==== Material provided

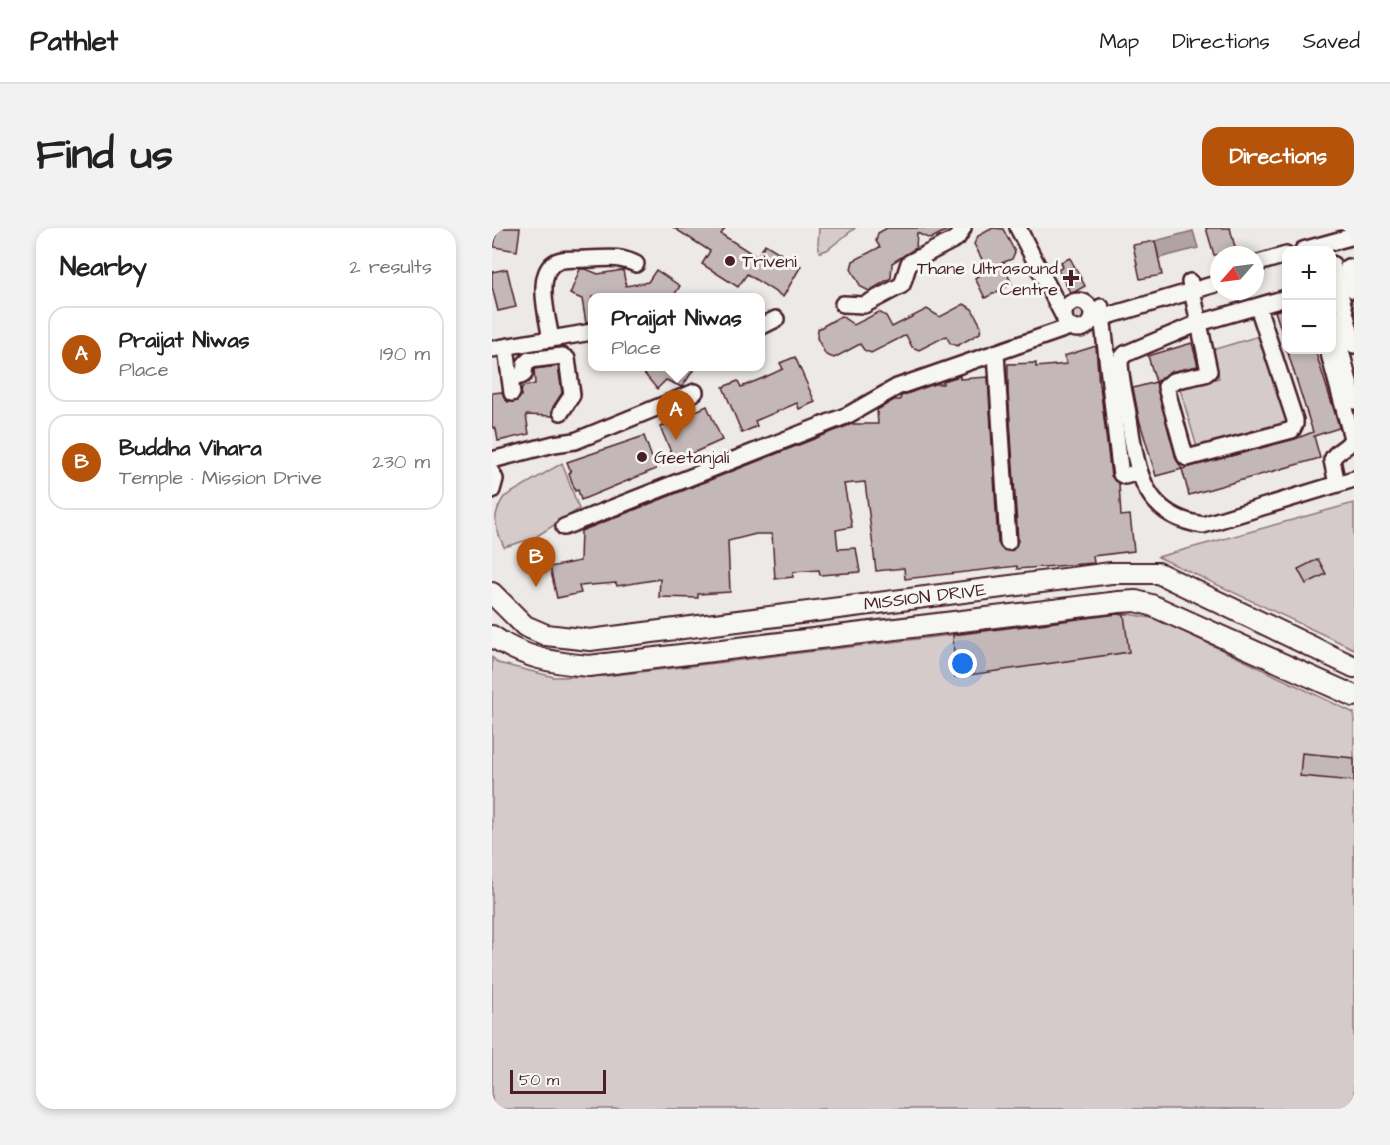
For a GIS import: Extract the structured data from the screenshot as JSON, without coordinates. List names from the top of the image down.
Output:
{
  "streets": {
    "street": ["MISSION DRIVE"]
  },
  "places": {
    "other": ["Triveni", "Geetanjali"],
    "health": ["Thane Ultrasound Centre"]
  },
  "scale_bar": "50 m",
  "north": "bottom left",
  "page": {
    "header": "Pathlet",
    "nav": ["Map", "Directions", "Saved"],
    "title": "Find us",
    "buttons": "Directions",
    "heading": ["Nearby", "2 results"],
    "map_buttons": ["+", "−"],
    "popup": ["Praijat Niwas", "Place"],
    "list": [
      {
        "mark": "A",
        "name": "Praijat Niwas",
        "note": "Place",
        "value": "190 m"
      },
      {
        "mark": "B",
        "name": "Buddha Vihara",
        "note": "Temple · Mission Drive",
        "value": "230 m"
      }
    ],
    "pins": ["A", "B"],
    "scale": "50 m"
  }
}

========
==== Material provided

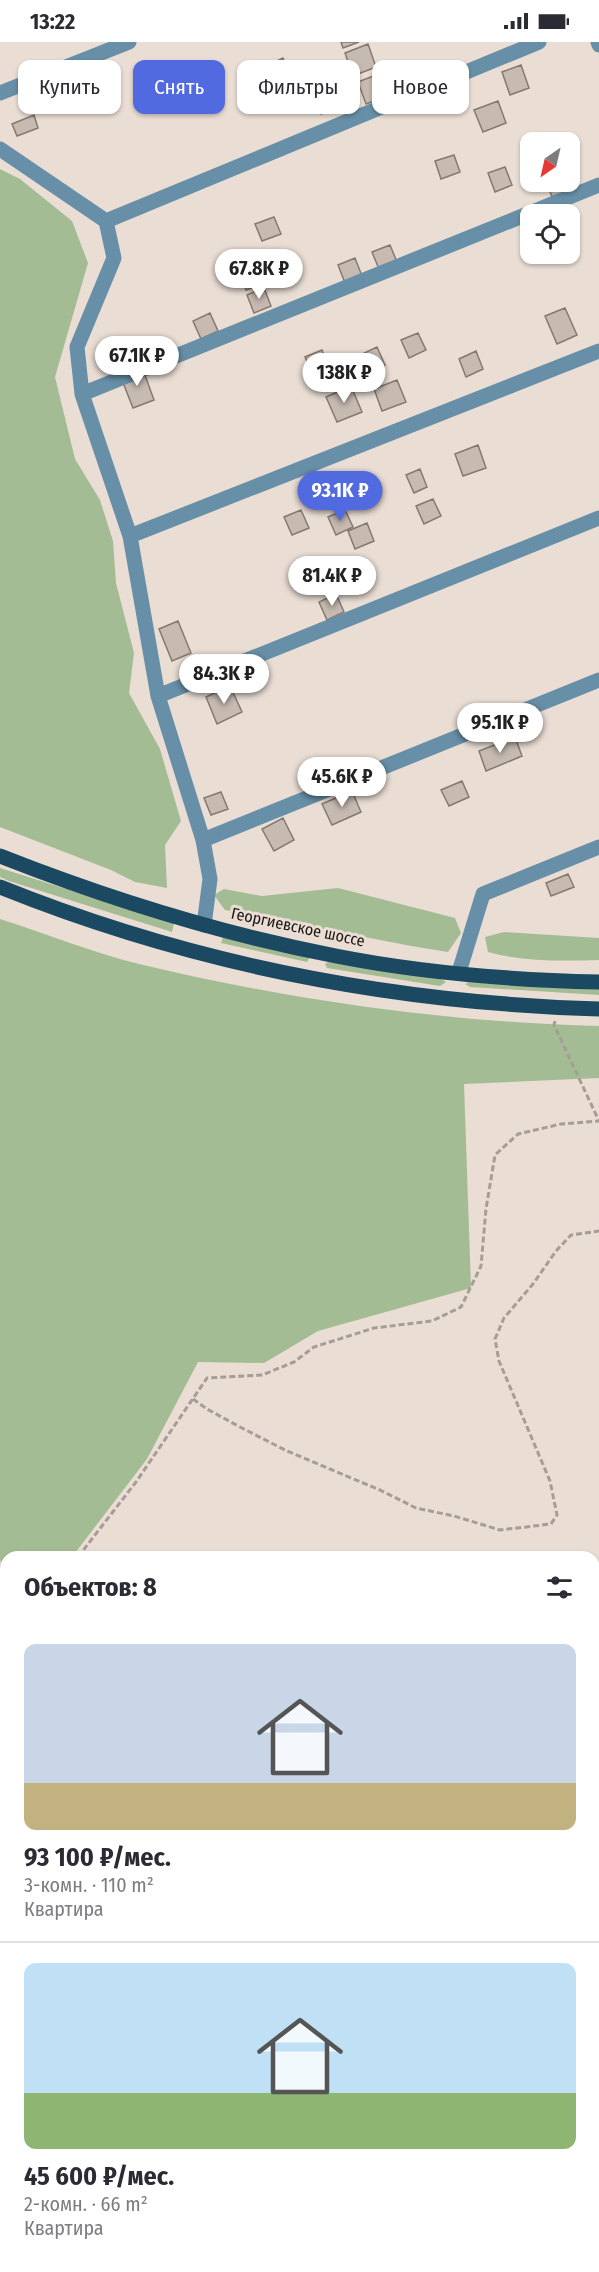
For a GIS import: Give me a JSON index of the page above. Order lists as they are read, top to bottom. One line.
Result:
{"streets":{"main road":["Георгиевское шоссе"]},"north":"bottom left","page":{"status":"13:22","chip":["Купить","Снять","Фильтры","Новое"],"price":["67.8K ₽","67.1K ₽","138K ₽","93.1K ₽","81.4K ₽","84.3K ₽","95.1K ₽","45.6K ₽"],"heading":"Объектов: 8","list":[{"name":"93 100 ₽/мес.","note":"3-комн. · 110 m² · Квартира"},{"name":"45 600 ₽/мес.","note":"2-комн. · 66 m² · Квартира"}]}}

========
==== Material provided

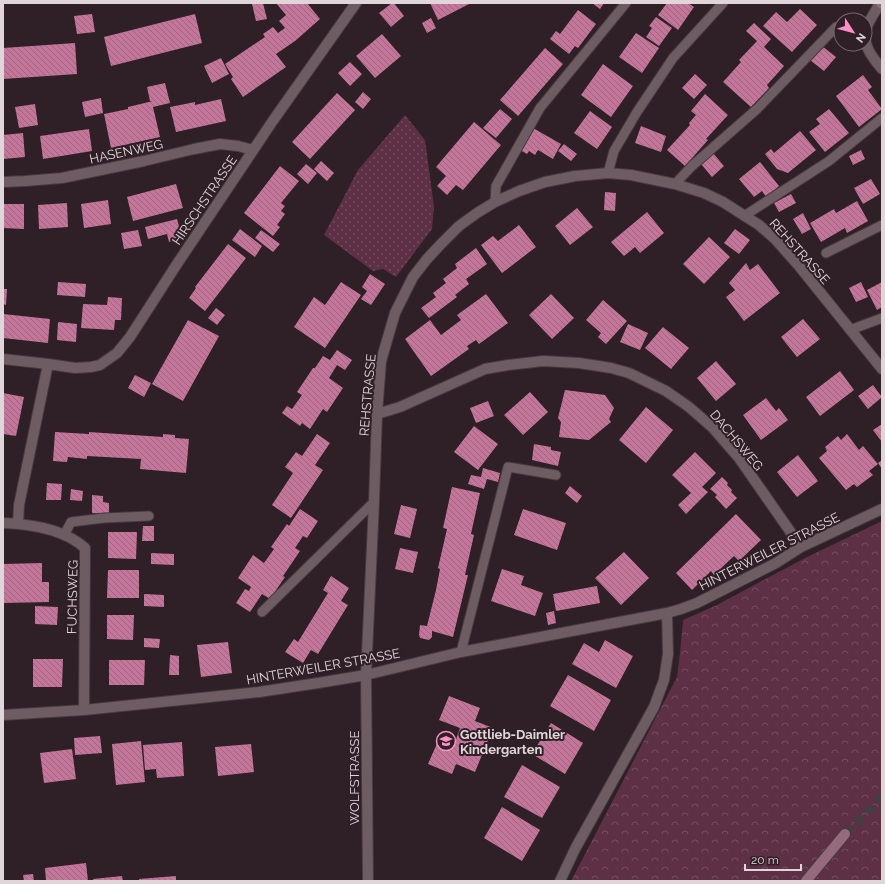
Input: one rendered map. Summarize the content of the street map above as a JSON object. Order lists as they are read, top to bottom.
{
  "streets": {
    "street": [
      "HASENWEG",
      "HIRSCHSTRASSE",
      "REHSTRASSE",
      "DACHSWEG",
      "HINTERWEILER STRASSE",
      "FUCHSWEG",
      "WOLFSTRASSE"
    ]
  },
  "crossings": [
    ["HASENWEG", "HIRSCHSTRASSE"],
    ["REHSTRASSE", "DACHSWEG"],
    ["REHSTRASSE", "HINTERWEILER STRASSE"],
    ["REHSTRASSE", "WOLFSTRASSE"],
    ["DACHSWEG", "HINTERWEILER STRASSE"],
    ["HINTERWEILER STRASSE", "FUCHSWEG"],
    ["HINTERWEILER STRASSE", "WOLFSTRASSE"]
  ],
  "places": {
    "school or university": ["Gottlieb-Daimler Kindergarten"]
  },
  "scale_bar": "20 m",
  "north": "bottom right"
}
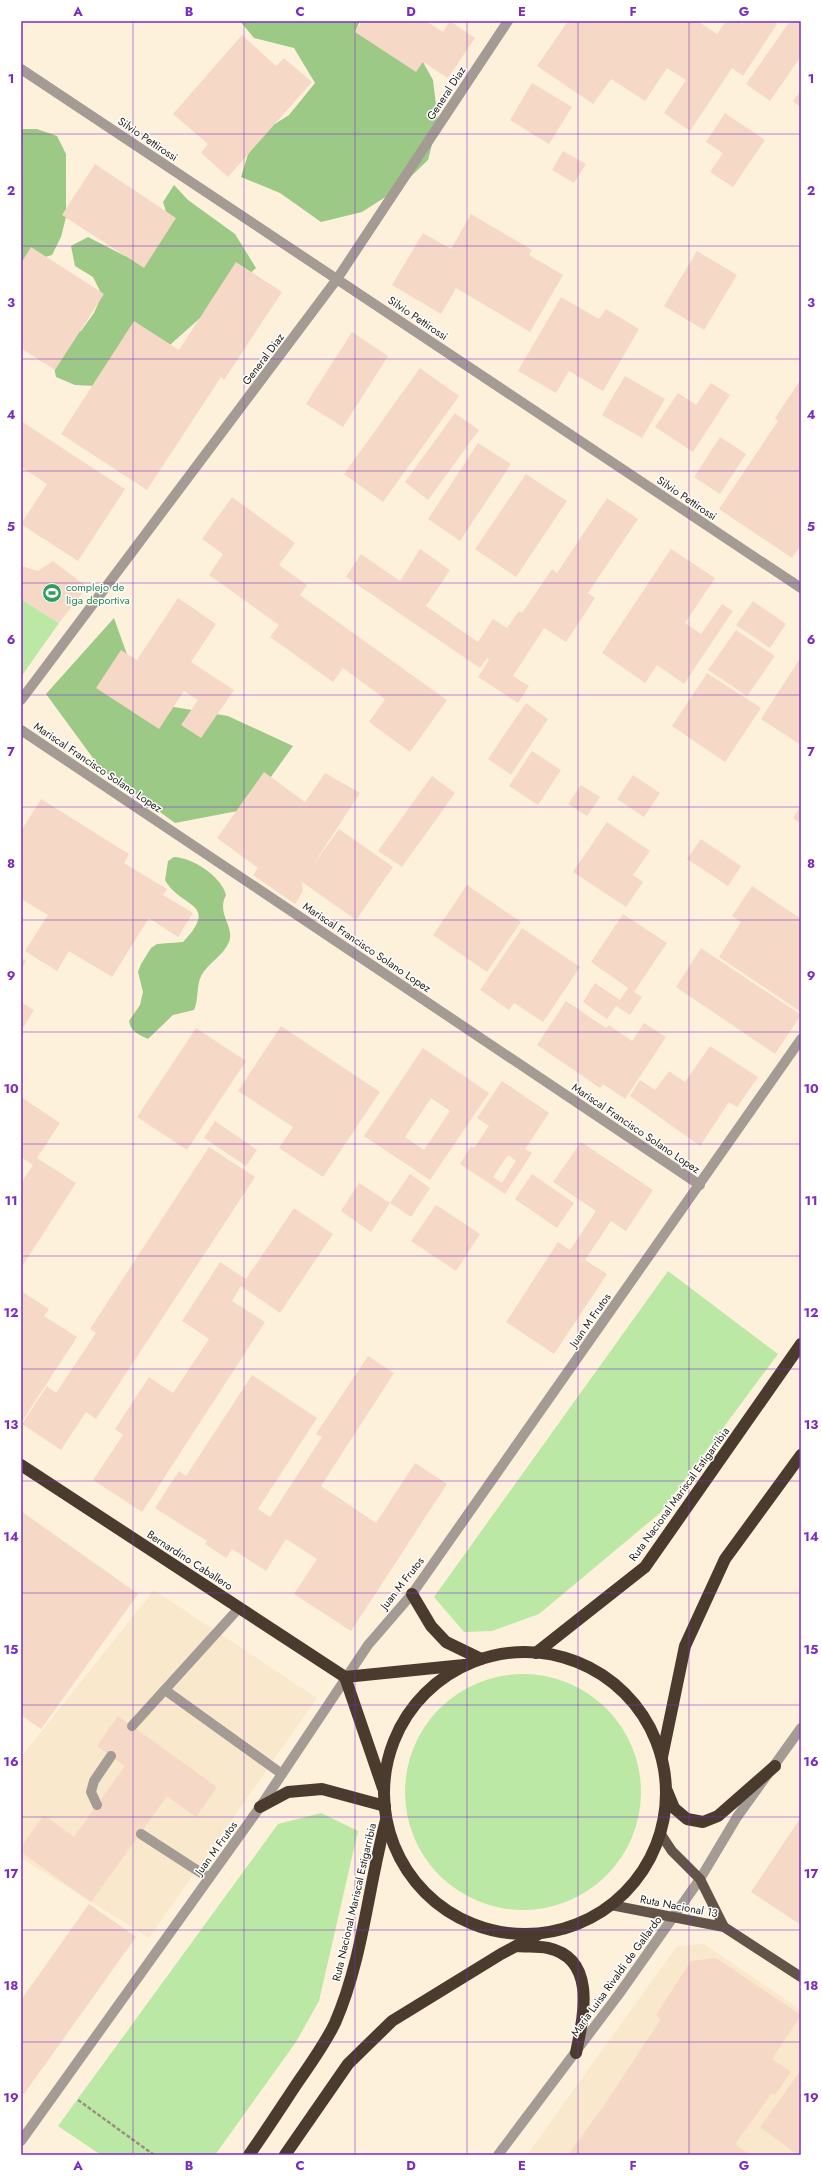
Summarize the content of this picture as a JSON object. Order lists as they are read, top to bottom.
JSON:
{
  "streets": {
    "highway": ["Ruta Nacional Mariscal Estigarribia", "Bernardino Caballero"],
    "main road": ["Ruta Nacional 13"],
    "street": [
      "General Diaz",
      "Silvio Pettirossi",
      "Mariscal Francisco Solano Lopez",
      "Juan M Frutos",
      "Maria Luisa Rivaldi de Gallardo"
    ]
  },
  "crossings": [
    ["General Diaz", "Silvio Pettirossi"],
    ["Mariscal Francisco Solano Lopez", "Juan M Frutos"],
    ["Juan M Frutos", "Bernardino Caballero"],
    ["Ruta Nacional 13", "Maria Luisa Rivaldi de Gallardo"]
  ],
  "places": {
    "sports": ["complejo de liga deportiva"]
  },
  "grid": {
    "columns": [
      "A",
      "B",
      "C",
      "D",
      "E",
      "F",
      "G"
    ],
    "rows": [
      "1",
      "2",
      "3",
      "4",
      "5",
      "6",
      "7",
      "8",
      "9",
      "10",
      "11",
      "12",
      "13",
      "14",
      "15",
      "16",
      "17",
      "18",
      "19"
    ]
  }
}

========

| How to complete this task |
Each line of the data that has the string "import" counts once; give the total and nothing else.

| Solution for this exercise |
2